Pastor da Assembleia de Deus envia quase R$ 2 milhões em emendas para Carnaval e festa de forró
Pastor Gil é alvo de investigação do TCU após envio de recursos para eventos festivos em municípios ligados ao grupo político de Josimar de Maranhãozinho.

Ultimamente, alguns políticos maranhenses em Brasília parecem mais empenhados em colecionar polêmicas do que representar a população do estado. Desta vez, o nome envolvido é o do deputado federal Pastor Gil, que virou alvo de questionamentos após o envio de emendas parlamentares para bancar Carnaval e festas de forró em municípios do Maranhão.

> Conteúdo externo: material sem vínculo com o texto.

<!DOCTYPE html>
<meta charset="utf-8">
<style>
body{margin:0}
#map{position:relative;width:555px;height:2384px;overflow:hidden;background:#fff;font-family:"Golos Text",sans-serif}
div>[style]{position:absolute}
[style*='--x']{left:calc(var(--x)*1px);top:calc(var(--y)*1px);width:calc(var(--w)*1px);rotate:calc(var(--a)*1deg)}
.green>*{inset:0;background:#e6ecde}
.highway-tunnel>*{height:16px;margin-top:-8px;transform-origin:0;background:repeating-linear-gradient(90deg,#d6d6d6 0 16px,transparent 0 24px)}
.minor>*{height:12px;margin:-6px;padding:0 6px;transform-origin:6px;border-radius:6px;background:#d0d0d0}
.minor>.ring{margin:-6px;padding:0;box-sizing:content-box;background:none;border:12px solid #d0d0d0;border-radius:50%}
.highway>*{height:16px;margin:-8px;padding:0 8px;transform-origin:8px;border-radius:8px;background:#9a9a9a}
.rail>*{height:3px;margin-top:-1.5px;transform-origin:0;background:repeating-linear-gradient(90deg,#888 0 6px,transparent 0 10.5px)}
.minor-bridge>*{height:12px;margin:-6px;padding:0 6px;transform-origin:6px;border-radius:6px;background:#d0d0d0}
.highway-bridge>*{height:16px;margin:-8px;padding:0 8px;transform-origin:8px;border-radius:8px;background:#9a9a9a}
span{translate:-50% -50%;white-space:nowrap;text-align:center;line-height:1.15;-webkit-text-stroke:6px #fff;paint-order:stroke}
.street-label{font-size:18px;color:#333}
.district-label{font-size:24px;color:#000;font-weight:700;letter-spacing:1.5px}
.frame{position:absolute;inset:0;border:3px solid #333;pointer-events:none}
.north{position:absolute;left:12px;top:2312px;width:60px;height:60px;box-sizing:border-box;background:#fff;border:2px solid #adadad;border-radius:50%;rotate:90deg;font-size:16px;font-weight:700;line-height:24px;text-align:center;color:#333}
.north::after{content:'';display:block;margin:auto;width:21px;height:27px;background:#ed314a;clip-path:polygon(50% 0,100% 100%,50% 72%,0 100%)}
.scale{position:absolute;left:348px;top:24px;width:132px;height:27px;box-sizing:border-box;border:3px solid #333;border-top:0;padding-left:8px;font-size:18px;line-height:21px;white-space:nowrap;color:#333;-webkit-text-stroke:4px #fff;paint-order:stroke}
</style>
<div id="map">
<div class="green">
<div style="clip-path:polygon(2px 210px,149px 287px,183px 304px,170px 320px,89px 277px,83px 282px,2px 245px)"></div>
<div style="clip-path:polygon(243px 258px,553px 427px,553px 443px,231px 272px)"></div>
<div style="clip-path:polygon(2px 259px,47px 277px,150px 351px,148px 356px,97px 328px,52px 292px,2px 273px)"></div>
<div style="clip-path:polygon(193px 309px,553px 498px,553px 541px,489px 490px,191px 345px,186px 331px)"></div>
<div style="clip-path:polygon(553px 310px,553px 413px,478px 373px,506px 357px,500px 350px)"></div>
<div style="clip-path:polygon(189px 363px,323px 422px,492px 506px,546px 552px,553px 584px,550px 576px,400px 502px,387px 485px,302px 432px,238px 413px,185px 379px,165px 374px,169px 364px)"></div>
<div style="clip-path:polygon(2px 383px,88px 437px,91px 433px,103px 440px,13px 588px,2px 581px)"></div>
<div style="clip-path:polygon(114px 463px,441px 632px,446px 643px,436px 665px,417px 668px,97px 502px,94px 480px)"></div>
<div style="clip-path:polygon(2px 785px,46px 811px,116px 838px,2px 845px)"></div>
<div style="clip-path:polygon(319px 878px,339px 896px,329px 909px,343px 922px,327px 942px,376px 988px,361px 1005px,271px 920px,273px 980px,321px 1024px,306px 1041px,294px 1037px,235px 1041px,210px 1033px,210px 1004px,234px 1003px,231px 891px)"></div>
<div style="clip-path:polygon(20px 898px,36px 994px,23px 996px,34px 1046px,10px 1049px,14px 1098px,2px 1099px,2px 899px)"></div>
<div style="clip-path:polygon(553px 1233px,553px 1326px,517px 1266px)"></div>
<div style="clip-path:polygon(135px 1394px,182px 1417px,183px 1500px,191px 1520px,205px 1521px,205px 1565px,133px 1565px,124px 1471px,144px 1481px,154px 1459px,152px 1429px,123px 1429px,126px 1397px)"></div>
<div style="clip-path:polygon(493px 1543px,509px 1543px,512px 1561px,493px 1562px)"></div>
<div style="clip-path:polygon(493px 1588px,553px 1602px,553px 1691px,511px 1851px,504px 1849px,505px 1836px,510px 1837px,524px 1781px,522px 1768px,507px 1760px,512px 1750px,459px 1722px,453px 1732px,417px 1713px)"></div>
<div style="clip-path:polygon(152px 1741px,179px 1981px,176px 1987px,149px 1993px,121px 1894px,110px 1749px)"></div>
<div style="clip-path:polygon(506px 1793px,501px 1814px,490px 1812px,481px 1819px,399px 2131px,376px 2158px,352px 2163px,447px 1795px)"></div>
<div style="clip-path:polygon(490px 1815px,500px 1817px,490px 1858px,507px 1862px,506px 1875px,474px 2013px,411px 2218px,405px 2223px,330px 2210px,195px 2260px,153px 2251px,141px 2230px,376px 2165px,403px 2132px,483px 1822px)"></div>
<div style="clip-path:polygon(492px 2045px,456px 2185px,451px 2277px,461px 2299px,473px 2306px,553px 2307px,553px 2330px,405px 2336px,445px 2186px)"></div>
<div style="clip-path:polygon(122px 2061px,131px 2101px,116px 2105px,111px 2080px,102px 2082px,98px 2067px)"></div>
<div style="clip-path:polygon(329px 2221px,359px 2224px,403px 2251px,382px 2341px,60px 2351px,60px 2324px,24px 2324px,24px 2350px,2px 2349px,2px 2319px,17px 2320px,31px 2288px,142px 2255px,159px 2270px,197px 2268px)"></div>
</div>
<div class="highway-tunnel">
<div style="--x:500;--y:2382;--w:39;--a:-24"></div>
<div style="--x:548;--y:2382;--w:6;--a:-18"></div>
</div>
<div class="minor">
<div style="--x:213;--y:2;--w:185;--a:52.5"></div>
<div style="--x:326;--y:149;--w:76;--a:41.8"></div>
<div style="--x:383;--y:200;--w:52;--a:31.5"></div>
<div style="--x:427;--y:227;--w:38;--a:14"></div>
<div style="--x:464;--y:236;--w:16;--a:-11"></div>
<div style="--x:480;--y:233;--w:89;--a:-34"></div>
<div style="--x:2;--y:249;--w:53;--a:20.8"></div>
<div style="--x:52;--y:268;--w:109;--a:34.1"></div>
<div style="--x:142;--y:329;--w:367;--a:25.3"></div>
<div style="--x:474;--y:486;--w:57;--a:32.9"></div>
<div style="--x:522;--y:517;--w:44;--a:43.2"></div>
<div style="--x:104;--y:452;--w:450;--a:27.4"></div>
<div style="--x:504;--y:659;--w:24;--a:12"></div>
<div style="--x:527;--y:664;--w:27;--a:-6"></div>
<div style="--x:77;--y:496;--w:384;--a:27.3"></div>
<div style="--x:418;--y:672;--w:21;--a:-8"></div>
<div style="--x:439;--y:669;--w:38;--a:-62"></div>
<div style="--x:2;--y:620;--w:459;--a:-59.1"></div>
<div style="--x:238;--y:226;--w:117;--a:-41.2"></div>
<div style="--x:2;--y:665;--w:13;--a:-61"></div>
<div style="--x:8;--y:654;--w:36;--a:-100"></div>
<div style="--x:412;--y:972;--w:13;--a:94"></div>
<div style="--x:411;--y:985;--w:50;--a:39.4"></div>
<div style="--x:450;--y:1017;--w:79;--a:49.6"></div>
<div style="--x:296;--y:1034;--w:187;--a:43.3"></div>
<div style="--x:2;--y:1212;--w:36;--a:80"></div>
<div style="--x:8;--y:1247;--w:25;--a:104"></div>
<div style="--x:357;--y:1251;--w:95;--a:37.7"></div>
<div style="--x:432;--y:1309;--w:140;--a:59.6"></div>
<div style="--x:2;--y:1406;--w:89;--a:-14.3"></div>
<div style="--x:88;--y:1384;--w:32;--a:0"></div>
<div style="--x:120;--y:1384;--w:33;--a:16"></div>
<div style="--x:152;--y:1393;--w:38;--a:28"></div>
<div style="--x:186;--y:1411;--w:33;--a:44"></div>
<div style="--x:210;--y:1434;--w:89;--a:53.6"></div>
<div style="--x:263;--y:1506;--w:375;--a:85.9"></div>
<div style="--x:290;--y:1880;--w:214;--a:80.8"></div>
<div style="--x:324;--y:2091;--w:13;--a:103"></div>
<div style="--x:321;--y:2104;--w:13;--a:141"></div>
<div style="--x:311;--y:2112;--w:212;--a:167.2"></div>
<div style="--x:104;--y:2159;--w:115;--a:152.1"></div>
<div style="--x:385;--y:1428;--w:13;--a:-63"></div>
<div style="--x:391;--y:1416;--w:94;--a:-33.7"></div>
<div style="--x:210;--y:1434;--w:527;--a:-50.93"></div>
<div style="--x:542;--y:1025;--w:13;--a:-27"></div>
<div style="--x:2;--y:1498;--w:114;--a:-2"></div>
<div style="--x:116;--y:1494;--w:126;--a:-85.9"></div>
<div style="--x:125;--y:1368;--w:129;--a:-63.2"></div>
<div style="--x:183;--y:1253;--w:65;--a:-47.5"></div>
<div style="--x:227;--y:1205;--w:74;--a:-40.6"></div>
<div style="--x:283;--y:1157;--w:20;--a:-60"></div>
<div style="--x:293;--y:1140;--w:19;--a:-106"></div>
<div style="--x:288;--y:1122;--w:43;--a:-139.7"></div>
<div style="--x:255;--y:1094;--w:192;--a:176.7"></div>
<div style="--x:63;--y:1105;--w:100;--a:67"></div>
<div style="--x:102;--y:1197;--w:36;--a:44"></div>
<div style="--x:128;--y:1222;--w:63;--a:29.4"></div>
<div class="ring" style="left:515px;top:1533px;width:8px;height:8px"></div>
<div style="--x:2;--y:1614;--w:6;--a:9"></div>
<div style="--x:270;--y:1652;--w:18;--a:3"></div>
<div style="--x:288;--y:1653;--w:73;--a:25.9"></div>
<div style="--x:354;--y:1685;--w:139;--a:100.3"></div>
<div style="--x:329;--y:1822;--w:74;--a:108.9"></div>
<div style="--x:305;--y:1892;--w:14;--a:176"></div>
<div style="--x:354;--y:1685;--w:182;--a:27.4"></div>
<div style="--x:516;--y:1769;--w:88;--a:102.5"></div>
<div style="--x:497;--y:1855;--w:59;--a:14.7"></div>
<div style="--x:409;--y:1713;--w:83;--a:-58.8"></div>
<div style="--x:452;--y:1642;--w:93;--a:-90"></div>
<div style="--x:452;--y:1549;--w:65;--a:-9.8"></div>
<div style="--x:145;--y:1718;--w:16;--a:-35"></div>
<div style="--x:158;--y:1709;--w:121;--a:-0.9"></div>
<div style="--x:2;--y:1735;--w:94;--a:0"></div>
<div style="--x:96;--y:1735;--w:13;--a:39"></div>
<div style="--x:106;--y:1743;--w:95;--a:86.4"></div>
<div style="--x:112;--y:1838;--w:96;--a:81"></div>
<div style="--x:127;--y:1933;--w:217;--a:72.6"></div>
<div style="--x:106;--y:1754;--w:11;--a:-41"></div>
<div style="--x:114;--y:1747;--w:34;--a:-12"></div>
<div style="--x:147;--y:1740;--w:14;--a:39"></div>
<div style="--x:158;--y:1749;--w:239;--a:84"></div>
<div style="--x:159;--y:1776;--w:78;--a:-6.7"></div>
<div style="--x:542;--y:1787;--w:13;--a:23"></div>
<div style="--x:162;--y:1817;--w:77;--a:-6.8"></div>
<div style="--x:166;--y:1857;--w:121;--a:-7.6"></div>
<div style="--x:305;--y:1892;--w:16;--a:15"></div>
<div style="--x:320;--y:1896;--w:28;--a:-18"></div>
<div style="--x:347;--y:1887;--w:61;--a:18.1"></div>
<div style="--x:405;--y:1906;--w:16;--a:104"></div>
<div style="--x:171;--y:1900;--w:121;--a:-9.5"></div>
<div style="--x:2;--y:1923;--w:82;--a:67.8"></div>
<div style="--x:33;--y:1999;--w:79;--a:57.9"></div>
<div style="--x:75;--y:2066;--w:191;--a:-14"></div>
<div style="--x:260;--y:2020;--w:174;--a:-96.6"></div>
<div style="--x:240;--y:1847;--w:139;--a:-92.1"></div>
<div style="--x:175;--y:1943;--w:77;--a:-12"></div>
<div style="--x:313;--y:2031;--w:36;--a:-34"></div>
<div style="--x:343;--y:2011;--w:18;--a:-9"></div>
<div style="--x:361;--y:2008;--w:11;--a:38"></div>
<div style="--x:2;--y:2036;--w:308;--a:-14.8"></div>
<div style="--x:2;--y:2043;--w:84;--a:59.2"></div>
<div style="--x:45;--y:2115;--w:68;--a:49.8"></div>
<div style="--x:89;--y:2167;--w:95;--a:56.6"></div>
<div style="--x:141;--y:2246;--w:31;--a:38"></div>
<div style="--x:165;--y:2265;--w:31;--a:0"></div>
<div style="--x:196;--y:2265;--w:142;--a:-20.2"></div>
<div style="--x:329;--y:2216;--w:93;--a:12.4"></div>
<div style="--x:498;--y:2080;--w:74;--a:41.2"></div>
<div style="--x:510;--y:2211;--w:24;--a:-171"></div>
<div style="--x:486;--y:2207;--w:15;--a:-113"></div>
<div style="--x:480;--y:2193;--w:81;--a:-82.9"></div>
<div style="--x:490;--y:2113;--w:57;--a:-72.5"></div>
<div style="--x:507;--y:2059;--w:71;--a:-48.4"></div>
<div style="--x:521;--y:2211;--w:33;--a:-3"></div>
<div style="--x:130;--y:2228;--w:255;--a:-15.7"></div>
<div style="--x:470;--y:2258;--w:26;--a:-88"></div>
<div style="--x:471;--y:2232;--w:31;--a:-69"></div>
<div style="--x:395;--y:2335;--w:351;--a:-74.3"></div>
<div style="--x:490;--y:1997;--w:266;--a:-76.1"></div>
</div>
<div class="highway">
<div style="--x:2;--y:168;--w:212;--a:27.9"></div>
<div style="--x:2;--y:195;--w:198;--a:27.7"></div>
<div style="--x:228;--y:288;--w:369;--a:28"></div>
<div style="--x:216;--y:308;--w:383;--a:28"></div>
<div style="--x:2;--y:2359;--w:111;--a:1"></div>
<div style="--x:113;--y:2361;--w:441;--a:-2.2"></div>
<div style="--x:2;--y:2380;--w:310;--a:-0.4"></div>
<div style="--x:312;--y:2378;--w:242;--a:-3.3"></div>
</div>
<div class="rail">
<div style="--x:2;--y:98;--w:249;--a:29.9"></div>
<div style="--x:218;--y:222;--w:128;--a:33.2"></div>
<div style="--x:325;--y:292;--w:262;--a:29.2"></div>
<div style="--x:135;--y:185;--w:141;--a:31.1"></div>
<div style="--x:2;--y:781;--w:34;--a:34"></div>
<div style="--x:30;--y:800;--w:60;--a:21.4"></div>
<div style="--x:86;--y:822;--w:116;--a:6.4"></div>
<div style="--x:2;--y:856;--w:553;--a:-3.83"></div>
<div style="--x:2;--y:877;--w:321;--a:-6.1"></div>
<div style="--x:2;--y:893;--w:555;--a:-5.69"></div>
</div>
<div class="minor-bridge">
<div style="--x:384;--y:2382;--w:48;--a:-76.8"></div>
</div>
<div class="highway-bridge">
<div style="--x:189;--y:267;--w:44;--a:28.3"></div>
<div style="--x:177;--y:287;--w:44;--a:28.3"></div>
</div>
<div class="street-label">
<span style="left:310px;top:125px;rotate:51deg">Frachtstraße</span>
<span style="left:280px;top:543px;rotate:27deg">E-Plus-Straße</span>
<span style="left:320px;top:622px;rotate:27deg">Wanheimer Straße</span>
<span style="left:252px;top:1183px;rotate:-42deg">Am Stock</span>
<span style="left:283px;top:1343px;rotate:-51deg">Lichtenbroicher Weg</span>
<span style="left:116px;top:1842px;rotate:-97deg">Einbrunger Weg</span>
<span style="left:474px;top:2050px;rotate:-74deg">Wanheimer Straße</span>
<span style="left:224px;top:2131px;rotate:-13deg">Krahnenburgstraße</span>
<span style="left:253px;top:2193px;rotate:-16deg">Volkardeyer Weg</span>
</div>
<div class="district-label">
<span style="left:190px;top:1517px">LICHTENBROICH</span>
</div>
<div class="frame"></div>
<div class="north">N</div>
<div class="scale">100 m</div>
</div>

O caso chamou atenção principalmente pela contradição envolvendo o perfil religioso do parlamentar. Integrante da Assembleia de Deus, igreja historicamente conhecida por posições mais conservadoras em relação a determinados tipos de festas e estilos musicais, Pastor Gil teria destinado quase R$ 2 milhões para eventos festivos ligados justamente a segmentos frequentemente criticados por setores da própria denominação.
Segundo informações divulgadas pelo portal Metrópoles, o Tribunal de Contas da União abriu investigações sobre o uso de emendas parlamentares para contratação de shows e realização de eventos em municípios maranhenses.
Um dos focos da apuração é o município de Zé Doca, administrado desde 2016 por aliados e familiares do deputado federal Josimar de Maranhãozinho.
De acordo com a investigação, Pastor Gil teria enviado cerca de R$ 1,8 milhão em emendas para o Carnaval de 2024 e também para a contratação do cantor Tarcísio do Acordeon durante as comemorações do Dia das Mães no município.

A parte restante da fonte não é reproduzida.